───── DATASET RECORDS ─────

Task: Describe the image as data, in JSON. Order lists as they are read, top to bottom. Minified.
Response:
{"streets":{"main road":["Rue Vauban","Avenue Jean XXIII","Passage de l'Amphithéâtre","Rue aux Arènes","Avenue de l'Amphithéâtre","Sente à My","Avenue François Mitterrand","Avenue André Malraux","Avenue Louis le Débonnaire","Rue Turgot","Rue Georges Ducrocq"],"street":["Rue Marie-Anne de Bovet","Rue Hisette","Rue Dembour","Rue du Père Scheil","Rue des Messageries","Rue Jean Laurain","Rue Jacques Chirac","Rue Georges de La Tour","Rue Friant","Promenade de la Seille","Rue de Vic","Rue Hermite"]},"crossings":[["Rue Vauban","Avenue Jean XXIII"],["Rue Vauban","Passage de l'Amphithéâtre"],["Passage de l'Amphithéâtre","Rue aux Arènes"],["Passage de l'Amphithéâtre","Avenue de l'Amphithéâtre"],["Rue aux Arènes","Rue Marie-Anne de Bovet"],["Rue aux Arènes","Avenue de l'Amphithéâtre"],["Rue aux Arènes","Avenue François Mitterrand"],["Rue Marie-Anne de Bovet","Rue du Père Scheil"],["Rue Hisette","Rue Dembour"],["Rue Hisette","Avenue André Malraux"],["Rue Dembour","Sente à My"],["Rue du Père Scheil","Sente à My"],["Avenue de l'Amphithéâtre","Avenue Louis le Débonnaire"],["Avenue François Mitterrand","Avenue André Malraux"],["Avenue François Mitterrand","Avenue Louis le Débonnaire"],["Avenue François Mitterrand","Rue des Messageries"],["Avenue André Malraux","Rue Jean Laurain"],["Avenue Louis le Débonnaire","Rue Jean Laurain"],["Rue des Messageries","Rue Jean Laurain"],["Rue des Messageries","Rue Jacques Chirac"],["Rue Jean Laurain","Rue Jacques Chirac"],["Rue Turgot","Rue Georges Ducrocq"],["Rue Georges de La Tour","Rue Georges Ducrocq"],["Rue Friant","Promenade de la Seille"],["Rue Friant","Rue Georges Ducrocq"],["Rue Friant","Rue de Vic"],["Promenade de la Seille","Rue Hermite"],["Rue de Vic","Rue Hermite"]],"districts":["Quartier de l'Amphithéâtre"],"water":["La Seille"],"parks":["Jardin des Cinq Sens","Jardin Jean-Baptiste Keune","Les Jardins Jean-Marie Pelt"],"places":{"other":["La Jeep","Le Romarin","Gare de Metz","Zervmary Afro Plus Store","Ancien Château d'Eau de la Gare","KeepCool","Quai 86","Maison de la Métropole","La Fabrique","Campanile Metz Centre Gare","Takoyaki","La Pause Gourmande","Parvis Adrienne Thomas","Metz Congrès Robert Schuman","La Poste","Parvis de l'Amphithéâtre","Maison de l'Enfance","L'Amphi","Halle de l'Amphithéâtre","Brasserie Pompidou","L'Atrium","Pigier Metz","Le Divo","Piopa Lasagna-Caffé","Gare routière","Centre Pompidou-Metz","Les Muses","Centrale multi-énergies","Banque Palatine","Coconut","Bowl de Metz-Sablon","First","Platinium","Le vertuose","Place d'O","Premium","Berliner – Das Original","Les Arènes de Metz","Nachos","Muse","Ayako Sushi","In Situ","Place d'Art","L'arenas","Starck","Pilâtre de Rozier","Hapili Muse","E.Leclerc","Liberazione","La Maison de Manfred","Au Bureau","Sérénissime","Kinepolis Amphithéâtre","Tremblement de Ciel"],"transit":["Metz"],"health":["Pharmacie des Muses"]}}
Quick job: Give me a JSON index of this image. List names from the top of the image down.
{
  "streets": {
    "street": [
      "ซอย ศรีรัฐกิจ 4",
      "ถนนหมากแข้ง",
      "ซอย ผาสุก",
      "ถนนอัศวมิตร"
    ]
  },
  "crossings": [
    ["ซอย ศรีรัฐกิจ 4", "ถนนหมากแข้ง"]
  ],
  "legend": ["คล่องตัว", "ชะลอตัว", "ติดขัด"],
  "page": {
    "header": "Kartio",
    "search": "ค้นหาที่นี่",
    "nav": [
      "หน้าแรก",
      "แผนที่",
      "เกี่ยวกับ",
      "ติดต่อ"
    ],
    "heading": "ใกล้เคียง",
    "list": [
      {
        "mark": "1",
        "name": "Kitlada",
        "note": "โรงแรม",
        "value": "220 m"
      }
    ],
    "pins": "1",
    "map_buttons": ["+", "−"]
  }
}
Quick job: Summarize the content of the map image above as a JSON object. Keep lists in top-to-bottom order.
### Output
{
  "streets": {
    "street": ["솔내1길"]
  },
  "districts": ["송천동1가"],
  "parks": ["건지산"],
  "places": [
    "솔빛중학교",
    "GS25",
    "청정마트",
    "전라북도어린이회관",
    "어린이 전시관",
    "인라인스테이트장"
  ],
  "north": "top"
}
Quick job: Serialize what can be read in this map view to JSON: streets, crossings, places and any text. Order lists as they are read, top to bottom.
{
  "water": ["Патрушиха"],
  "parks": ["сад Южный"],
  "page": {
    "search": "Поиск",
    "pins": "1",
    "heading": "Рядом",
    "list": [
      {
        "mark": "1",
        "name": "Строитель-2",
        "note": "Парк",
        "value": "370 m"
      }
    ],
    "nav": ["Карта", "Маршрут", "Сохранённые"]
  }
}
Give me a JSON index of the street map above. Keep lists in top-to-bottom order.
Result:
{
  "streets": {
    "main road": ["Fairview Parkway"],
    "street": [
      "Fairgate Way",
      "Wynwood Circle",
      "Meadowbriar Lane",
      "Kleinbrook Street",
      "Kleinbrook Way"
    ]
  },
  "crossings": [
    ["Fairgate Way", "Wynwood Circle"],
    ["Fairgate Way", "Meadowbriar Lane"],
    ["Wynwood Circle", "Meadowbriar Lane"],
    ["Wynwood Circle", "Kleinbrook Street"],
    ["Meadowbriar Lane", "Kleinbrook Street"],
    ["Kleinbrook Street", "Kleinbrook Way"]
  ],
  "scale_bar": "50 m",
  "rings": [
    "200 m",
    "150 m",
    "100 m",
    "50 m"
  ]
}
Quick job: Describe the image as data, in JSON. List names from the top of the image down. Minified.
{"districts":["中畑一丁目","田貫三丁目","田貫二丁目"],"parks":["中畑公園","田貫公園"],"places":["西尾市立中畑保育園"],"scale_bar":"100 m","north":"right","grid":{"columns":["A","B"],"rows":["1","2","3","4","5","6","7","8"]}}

─────

=== WORK TO BE COMPLETED ===
Write out the records in full, exactly as they appear above.

=== SOLUTION TO THIS TASK ===
Task: Describe the image as data, in JSON. Order lists as they are read, top to bottom. Minified.
Response:
{"streets":{"main road":["Rue Vauban","Avenue Jean XXIII","Passage de l'Amphithéâtre","Rue aux Arènes","Avenue de l'Amphithéâtre","Sente à My","Avenue François Mitterrand","Avenue André Malraux","Avenue Louis le Débonnaire","Rue Turgot","Rue Georges Ducrocq"],"street":["Rue Marie-Anne de Bovet","Rue Hisette","Rue Dembour","Rue du Père Scheil","Rue des Messageries","Rue Jean Laurain","Rue Jacques Chirac","Rue Georges de La Tour","Rue Friant","Promenade de la Seille","Rue de Vic","Rue Hermite"]},"crossings":[["Rue Vauban","Avenue Jean XXIII"],["Rue Vauban","Passage de l'Amphithéâtre"],["Passage de l'Amphithéâtre","Rue aux Arènes"],["Passage de l'Amphithéâtre","Avenue de l'Amphithéâtre"],["Rue aux Arènes","Rue Marie-Anne de Bovet"],["Rue aux Arènes","Avenue de l'Amphithéâtre"],["Rue aux Arènes","Avenue François Mitterrand"],["Rue Marie-Anne de Bovet","Rue du Père Scheil"],["Rue Hisette","Rue Dembour"],["Rue Hisette","Avenue André Malraux"],["Rue Dembour","Sente à My"],["Rue du Père Scheil","Sente à My"],["Avenue de l'Amphithéâtre","Avenue Louis le Débonnaire"],["Avenue François Mitterrand","Avenue André Malraux"],["Avenue François Mitterrand","Avenue Louis le Débonnaire"],["Avenue François Mitterrand","Rue des Messageries"],["Avenue André Malraux","Rue Jean Laurain"],["Avenue Louis le Débonnaire","Rue Jean Laurain"],["Rue des Messageries","Rue Jean Laurain"],["Rue des Messageries","Rue Jacques Chirac"],["Rue Jean Laurain","Rue Jacques Chirac"],["Rue Turgot","Rue Georges Ducrocq"],["Rue Georges de La Tour","Rue Georges Ducrocq"],["Rue Friant","Promenade de la Seille"],["Rue Friant","Rue Georges Ducrocq"],["Rue Friant","Rue de Vic"],["Promenade de la Seille","Rue Hermite"],["Rue de Vic","Rue Hermite"]],"districts":["Quartier de l'Amphithéâtre"],"water":["La Seille"],"parks":["Jardin des Cinq Sens","Jardin Jean-Baptiste Keune","Les Jardins Jean-Marie Pelt"],"places":{"other":["La Jeep","Le Romarin","Gare de Metz","Zervmary Afro Plus Store","Ancien Château d'Eau de la Gare","KeepCool","Quai 86","Maison de la Métropole","La Fabrique","Campanile Metz Centre Gare","Takoyaki","La Pause Gourmande","Parvis Adrienne Thomas","Metz Congrès Robert Schuman","La Poste","Parvis de l'Amphithéâtre","Maison de l'Enfance","L'Amphi","Halle de l'Amphithéâtre","Brasserie Pompidou","L'Atrium","Pigier Metz","Le Divo","Piopa Lasagna-Caffé","Gare routière","Centre Pompidou-Metz","Les Muses","Centrale multi-énergies","Banque Palatine","Coconut","Bowl de Metz-Sablon","First","Platinium","Le vertuose","Place d'O","Premium","Berliner – Das Original","Les Arènes de Metz","Nachos","Muse","Ayako Sushi","In Situ","Place d'Art","L'arenas","Starck","Pilâtre de Rozier","Hapili Muse","E.Leclerc","Liberazione","La Maison de Manfred","Au Bureau","Sérénissime","Kinepolis Amphithéâtre","Tremblement de Ciel"],"transit":["Metz"],"health":["Pharmacie des Muses"]}}
Quick job: Give me a JSON index of this image. List names from the top of the image down.
{
  "streets": {
    "street": [
      "ซอย ศรีรัฐกิจ 4",
      "ถนนหมากแข้ง",
      "ซอย ผาสุก",
      "ถนนอัศวมิตร"
    ]
  },
  "crossings": [
    ["ซอย ศรีรัฐกิจ 4", "ถนนหมากแข้ง"]
  ],
  "legend": ["คล่องตัว", "ชะลอตัว", "ติดขัด"],
  "page": {
    "header": "Kartio",
    "search": "ค้นหาที่นี่",
    "nav": [
      "หน้าแรก",
      "แผนที่",
      "เกี่ยวกับ",
      "ติดต่อ"
    ],
    "heading": "ใกล้เคียง",
    "list": [
      {
        "mark": "1",
        "name": "Kitlada",
        "note": "โรงแรม",
        "value": "220 m"
      }
    ],
    "pins": "1",
    "map_buttons": ["+", "−"]
  }
}
Quick job: Summarize the content of the map image above as a JSON object. Keep lists in top-to-bottom order.
### Output
{
  "streets": {
    "street": ["솔내1길"]
  },
  "districts": ["송천동1가"],
  "parks": ["건지산"],
  "places": [
    "솔빛중학교",
    "GS25",
    "청정마트",
    "전라북도어린이회관",
    "어린이 전시관",
    "인라인스테이트장"
  ],
  "north": "top"
}
Quick job: Serialize what can be read in this map view to JSON: streets, crossings, places and any text. Order lists as they are read, top to bottom.
{
  "water": ["Патрушиха"],
  "parks": ["сад Южный"],
  "page": {
    "search": "Поиск",
    "pins": "1",
    "heading": "Рядом",
    "list": [
      {
        "mark": "1",
        "name": "Строитель-2",
        "note": "Парк",
        "value": "370 m"
      }
    ],
    "nav": ["Карта", "Маршрут", "Сохранённые"]
  }
}
Give me a JSON index of the street map above. Keep lists in top-to-bottom order.
Result:
{
  "streets": {
    "main road": ["Fairview Parkway"],
    "street": [
      "Fairgate Way",
      "Wynwood Circle",
      "Meadowbriar Lane",
      "Kleinbrook Street",
      "Kleinbrook Way"
    ]
  },
  "crossings": [
    ["Fairgate Way", "Wynwood Circle"],
    ["Fairgate Way", "Meadowbriar Lane"],
    ["Wynwood Circle", "Meadowbriar Lane"],
    ["Wynwood Circle", "Kleinbrook Street"],
    ["Meadowbriar Lane", "Kleinbrook Street"],
    ["Kleinbrook Street", "Kleinbrook Way"]
  ],
  "scale_bar": "50 m",
  "rings": [
    "200 m",
    "150 m",
    "100 m",
    "50 m"
  ]
}
Quick job: Describe the image as data, in JSON. List names from the top of the image down. Minified.
{"districts":["中畑一丁目","田貫三丁目","田貫二丁目"],"parks":["中畑公園","田貫公園"],"places":["西尾市立中畑保育園"],"scale_bar":"100 m","north":"right","grid":{"columns":["A","B"],"rows":["1","2","3","4","5","6","7","8"]}}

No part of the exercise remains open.